スプラトリー諸島に関しては、中国やフィリピン、台湾などが権利を主張している。台湾は同諸島中、天然地形としては最大の太平島を実効支配している。台湾はこの太平「島」の周囲に排他的経済水域(EEZ)を将来設定したいと考えている(ウォール・ストリート・ジャーナル紙)。
一方、フィリピンは、南シナ海での中国の権利主張の一部が法的に無効だと確認する狙いで、ハーグの常設仲裁裁判所に国際仲裁手続きを申し立てている。その中で、スプラトリー諸島について、同諸島の地形はいずれも「島」ではないという主張も行っている。これは台湾にとっては受け入れられないものだ。「島」でなければ、周囲にEEZは認められないからである。

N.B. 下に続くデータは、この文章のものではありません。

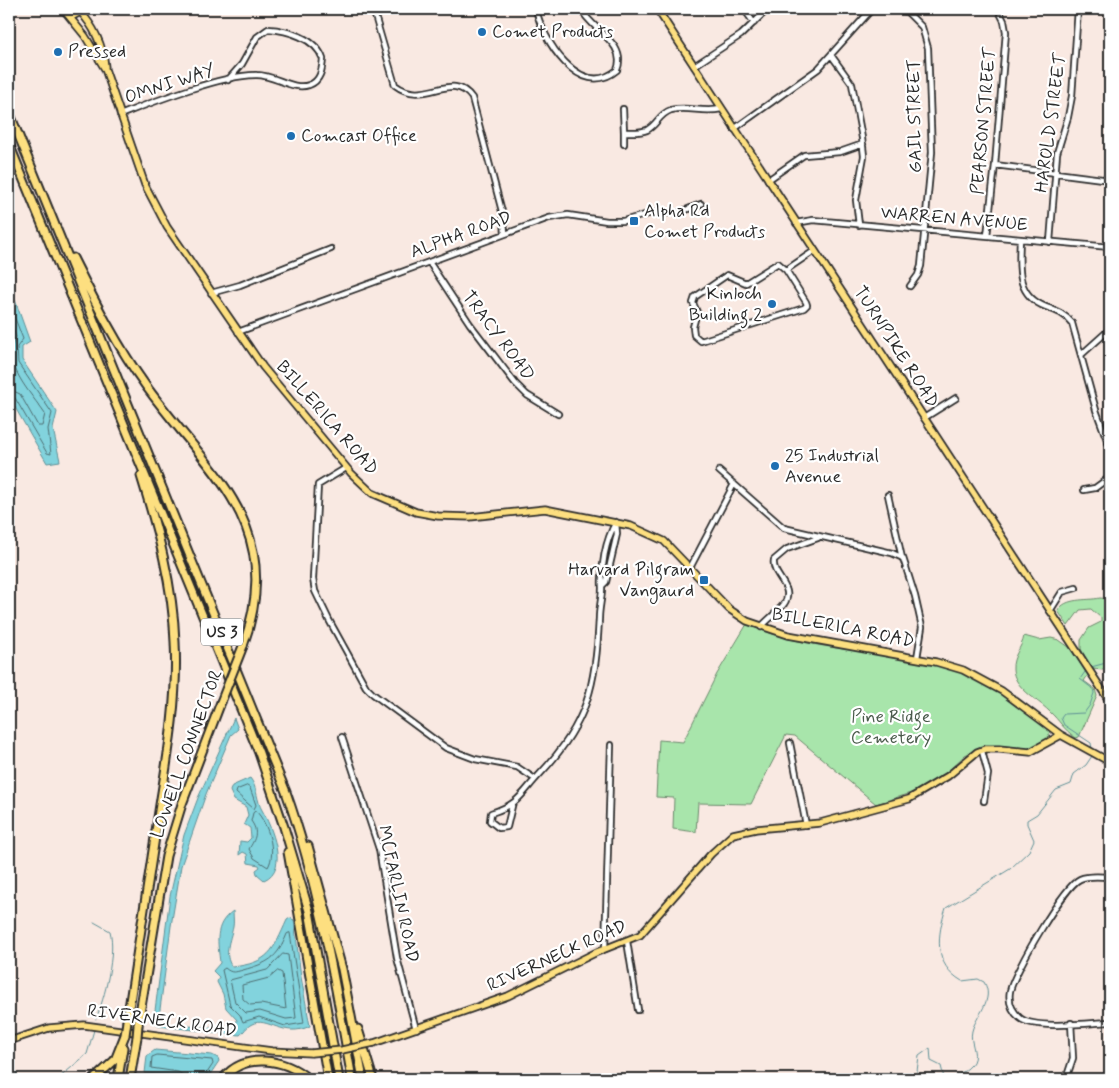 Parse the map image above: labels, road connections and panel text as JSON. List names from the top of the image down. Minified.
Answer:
{"streets":{"highway":["US 3","LOWELL CONNECTOR"],"main road":["TURNPIKE ROAD","BILLERICA ROAD","RIVERNECK ROAD"],"street":["OMNI WAY","GAIL STREET","PEARSON STREET","HAROLD STREET","WARREN AVENUE","ALPHA ROAD","TRACY ROAD","MCFARLIN ROAD"]},"crossings":[["OMNI WAY","BILLERICA ROAD"],["GAIL STREET","WARREN AVENUE"],["PEARSON STREET","WARREN AVENUE"],["HAROLD STREET","WARREN AVENUE"],["WARREN AVENUE","TURNPIKE ROAD"],["ALPHA ROAD","TRACY ROAD"],["ALPHA ROAD","BILLERICA ROAD"],["US 3","LOWELL CONNECTOR"],["MCFARLIN ROAD","RIVERNECK ROAD"]],"parks":["Pine Ridge Cemetery"],"places":{"other":["Comet Products","Pressed","Comcast Office","Kinloch Building 2","25 Industrial Avenue"],"transit":["Alpha Rd Comet Products","Harvard Pilgram Vangaurd"]}}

そこで、馬総統は1月に自ら太平島を訪問、また3月には海外メディア記者を上陸させるなどして、太平島が「島」の要件を満たすことをアピールしてきた。
さらに、台湾政府と緊密な関係にある団体「中華民国国際法学会」が仲裁裁判所に陳述書を提出し、先月、同裁判所がそれを承認したことが判明した(ロイター)。台湾は国連加盟国でもなければ、UNCLOS締結国でもない。それでも同裁は台湾の陳述を検討するという。
かつて馬総統はこの団体の理事長を務めたことがあり、現在も理事を務めているという。馬総統のスポークスマンはロイターに、陳述書は台湾政府に代わって提出されたものではないが、その所見は政府公式の立場と一致したものだと語っている。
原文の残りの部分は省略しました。